Elon Musk, Tesla’s (NASDAQ:TSLA) CEO Tried to ‘Burn’ Short-Sellers
Tesla, Inc. (NASDAQ:TSLA) and CECO Elon Musk has been sued by noted short-seller Andrew Left, who alleges Mr. Musk fraudulently engineered his since-abandoned plan to take Tesla private to “burn” stock investors who bet the EV company’s shares would plunge.
Mr. Left, who runs Citron Research, said in his proposed class-action complaint Thursday that Mr. Musk’s issuance of materially false and misleading information harmed short-sellers as well as those hoping Tesla’s stock price would rise.
The shareholder lawsuit is one of at least 7 targeting Mr. Musk since he stunned investors by Tweeting on 7 August saying he might take Tesla private in a $72-B transaction valuing the company at 420/share, and that “funding” had been “secured.”
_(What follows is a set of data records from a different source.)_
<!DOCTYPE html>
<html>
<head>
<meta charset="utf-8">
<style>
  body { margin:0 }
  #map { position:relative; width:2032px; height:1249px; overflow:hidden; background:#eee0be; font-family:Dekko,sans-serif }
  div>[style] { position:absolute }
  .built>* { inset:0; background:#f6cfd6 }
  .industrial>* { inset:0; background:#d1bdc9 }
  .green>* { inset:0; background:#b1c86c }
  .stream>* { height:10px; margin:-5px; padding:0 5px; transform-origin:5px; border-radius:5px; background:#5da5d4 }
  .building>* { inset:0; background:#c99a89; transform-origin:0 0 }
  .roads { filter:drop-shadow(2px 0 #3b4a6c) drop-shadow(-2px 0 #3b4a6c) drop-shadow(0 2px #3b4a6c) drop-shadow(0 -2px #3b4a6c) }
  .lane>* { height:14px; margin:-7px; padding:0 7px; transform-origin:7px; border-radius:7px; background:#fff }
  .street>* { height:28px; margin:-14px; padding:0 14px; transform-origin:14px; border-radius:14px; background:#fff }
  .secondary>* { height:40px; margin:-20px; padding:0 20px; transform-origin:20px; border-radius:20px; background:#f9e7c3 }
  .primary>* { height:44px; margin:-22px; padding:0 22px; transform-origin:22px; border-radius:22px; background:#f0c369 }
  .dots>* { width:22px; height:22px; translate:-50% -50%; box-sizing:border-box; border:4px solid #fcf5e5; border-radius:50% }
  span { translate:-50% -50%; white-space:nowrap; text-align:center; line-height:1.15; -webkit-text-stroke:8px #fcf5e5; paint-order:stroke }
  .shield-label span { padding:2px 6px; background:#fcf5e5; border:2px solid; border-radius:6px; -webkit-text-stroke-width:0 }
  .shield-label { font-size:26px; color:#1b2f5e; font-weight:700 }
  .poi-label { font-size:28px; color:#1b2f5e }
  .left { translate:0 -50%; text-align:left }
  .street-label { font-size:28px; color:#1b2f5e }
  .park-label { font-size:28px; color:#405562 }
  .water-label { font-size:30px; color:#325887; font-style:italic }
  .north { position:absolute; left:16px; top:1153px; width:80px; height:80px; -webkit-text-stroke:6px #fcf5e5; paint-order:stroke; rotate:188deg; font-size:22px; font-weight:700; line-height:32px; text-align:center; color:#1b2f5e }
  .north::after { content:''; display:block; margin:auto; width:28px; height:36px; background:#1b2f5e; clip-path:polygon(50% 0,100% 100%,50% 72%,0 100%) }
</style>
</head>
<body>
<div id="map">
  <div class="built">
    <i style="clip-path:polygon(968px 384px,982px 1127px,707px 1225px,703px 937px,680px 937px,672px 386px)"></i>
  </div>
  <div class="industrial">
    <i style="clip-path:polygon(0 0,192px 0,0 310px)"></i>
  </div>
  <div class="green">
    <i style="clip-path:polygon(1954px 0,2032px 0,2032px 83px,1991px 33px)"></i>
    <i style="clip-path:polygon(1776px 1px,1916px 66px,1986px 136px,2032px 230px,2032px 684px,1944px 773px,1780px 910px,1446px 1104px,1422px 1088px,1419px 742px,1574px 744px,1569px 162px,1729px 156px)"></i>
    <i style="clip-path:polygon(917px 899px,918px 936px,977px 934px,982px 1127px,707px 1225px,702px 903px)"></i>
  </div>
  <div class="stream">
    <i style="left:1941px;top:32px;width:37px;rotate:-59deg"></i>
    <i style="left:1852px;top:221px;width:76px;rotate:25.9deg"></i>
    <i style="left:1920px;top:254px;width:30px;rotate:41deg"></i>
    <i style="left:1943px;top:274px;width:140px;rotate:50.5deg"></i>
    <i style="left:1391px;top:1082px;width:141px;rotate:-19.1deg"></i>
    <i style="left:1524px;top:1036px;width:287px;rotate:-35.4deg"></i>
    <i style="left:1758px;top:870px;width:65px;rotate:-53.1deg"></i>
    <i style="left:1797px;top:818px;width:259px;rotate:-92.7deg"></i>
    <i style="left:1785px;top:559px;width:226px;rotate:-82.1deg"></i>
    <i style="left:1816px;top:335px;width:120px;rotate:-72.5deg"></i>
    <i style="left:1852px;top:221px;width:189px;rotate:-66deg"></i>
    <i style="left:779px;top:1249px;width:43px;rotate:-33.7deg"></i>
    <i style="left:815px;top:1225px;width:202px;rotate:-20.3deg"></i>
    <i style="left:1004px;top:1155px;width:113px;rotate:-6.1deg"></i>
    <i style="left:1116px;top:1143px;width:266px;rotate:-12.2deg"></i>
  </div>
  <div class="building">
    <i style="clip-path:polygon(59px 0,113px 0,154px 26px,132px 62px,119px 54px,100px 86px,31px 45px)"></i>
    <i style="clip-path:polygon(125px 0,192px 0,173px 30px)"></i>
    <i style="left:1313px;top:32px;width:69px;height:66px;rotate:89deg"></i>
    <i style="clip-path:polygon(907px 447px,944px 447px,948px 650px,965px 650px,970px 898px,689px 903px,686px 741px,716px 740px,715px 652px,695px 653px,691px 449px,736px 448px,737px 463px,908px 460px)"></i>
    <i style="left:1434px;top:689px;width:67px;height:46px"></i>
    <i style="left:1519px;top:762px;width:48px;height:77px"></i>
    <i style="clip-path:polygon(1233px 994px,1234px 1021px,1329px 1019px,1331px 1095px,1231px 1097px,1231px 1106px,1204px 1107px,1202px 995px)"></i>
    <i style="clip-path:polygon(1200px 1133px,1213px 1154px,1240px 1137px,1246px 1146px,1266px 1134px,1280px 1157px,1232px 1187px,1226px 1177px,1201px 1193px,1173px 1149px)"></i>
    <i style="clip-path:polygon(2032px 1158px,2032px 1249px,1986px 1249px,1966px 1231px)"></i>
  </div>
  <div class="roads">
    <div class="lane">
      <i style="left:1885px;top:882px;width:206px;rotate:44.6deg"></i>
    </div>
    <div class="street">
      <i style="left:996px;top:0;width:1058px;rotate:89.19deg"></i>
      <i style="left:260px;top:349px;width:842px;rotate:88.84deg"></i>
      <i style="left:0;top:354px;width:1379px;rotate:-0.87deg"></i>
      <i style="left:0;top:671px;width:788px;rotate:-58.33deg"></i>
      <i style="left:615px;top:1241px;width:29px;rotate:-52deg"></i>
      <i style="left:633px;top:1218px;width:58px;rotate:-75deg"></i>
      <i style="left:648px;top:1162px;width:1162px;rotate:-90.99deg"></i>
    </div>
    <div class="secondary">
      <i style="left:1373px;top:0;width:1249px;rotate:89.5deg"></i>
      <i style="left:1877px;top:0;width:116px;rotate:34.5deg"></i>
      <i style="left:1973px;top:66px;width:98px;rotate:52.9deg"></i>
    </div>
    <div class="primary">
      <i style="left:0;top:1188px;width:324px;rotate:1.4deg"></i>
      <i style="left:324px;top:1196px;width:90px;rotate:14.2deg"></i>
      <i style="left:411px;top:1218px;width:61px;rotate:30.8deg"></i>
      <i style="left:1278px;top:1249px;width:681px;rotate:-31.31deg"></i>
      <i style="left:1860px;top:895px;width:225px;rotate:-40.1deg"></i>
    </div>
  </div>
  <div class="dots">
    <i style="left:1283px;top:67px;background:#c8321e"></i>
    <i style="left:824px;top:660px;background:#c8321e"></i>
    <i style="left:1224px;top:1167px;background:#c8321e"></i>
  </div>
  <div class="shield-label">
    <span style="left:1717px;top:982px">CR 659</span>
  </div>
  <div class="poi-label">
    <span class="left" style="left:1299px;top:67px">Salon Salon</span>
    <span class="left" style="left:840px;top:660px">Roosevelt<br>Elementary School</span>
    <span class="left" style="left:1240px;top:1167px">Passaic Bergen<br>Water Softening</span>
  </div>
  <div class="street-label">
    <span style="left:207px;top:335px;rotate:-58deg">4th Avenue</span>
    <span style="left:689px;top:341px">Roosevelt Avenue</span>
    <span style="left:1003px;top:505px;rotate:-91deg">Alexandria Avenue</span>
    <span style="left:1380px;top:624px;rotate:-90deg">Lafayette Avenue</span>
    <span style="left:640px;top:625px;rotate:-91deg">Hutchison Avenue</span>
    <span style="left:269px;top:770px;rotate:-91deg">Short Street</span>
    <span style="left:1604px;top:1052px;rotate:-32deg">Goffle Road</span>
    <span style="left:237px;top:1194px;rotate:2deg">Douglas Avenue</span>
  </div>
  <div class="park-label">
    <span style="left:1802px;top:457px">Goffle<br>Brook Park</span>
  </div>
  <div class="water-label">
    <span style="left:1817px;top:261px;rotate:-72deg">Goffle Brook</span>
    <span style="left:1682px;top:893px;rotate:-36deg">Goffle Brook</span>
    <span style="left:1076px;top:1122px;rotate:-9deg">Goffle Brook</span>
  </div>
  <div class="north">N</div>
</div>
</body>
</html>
Then Mr. Musk announced on 24 August that Tesla would remain public.
Tesla did not immediately respond to requests for comment on Mr. Left’s lawsuit, which was filed in San Francisco federal court.
Note: Short-sellers borrow shares they believe are overpriced, sell them, and then repurchase shares later at what they hope will be lower prices to make a profit.
Mr. Musk has long used Twitter to criticize short-sellers, and Mr. Left said his conduct violated federal securities laws.
“Defendant Musk artificially manipulated the price of Tesla securities with objectively false Tweets in order to ‘burn’ the company’s short-sellers,” Mr. Left said.
“In the succeeding days, the truth regarding the supposedly ‘secure’ financing needed to effectuate the going-private transaction began to emerge, exposing the fraudulent scheme,” he added.
The proposed class period runs from 7 -17 August over which time Mr. Left said he bought and sold millions of dollars of Tesla shares.
That period ended after the NY-T’s published an interview in which Mr. Musk, who owns about 20% of Tesla, described the severe stress he faced running the company.
Finally, on the evening of Friday, 24 August, Mr. Musk, by then facing US Securities and Exchange Commission scrutiny into the factual accuracy of the “secured” Tweet, Mr. Musk blogged https://www.tesla.com/blog/staying-public%20 that Tesla would remain public, citing investor resistance.
“The sentiment, in a nutshell, was ‘please don’t do this,'” he wrote.
Tesla shares have lost more than 25% of their value since reaching an intra-day high of 387.46 on 7 August 2018.
The case is Left v Tesla Inc et al, U.S. District Court, Northern District of California, No. 18-05463.